Fakat 1993 yılından başlayarak Azerbaycan'da sosyopolitik istikrarı sağlamayı ve bu istikrarı bozan, kendilerinin suç oluşturan, insanlığa aykırı eylemleri ile Azerbaycan'ın ve Azerbaycan halkının nüfuzuna zarar veren güçleri toplumdan tutarlı bir biçimde tecrit etmeyi başardığımız dönemden bu yana, düşünüyorum ki, cumhuriyetimizde çok uygun bir ortam sağlanmıştır. Azerbaycan'da farklı uluslardan, farklı dinlerden, farklı kültürlerden olan kişilerin yaşaması bunun bir kanıtıdır. Onlar barış ve birlik içinde yaşıyorlar, bu veya başka bir dine, bu veya başka bir kültüre, Azerbaycan'da ikamet eden halkların gelenek ve göreneklerine, törelerine yönelik hoşgörüsüzlük sergilendiğine ilişlin herhangi bir bilgi bulunmamaktadır. Bu, çok büyük bir başarıdır.
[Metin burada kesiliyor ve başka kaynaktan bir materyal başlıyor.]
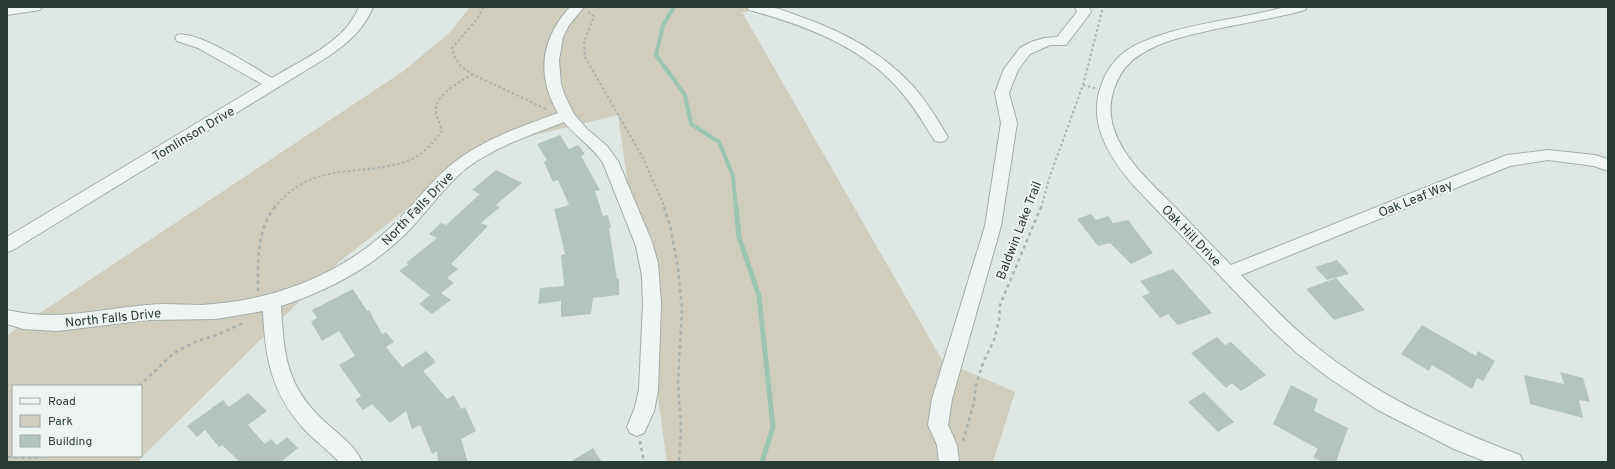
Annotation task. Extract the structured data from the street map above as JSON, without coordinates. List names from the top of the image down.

Azerbaycan Cumhurbaşkanı olarak ben, demin söylediğim üzere, Ermenistan'ın saldırısı yüzünden karmaşık bir ortamın ortaya çıkmasına, öte yandan farklı dış güçlerin baskısına uğramasına rağmen ülkemizde toplumsal politik istikrarın sürdürülmesinden, farklı uluslardan olan, farklı geleneklerden, farklı kültürden olan kişiler arasında dostluk ilişkilerinin sağlanmasından memnunum. İşte bunun kendisi bir hoşgörüdür, gerçi hoşgorü çok geniş kapsamlı bir kavramdır, özünde çok manaları barındırmaktadır. Şimdi burada diğer alanları konuşmak istemiyorum. Hoşgörü anlaşmazlıkların, terörün, aşırılığın, bölücülüğün olmamasını şart koşuyor. Bunlar hepsi hoşgörü kavramı içinde yer almaktadır.

Fakat ne yazık ki, Azerbaycan'da 1998 yılında cumhuriyetimizin Ermenistan tarafından saldırıya uğradığı dönemden bu yana, 1990 yılında Sovyetler Birliği'nin komünist iktidarının kendi halkına yönelik bir saldırıyı - iç saldırıyı yaptığı dönemden başlayarak, kişilerin ruhsal durumunda ciddi değişimler ortaya çıktı. Açıkça söyleyeyim, örneğin Azerbaycan'da bazı kişiler şimdiye kadar şu şekilde düşünüyorlar ve nüfusun da şu şekilde benimsemesi için çalışıyorlar ki, işte görüyorsunuz, Ocak 1990 olayları Rusya tarafından Azerbaycan'a karşı yapılan saldırıdır, çünkü Rus askeri tankları vesair ile Azerbaycan'a girdi, bir gecede pekçok kişi yaşamını kaybetti, Bakü sokaklarında kan döküldü. Oysa bu, böyle değil. Bu, bizim hepimizin bir devlette - Sovyetler Birliği'nde bulunduğumuz, halklar arasında dostluk, milletler arasında birlik ilkesinin uygulandığı dönemlerdi. Tek bir ordu - Sovyet Ordusu vardı, Sovyetler Birliği'nde yaşayan tüm halkların mensupları, aynı zamanda Azeriler şu orduda askerlik yapıyorlardı. Bu nedenle de Azerbaycan'a yönelik saldırıyı şu Sovyet Ordusu, şu komünist düzeni yapmıştır.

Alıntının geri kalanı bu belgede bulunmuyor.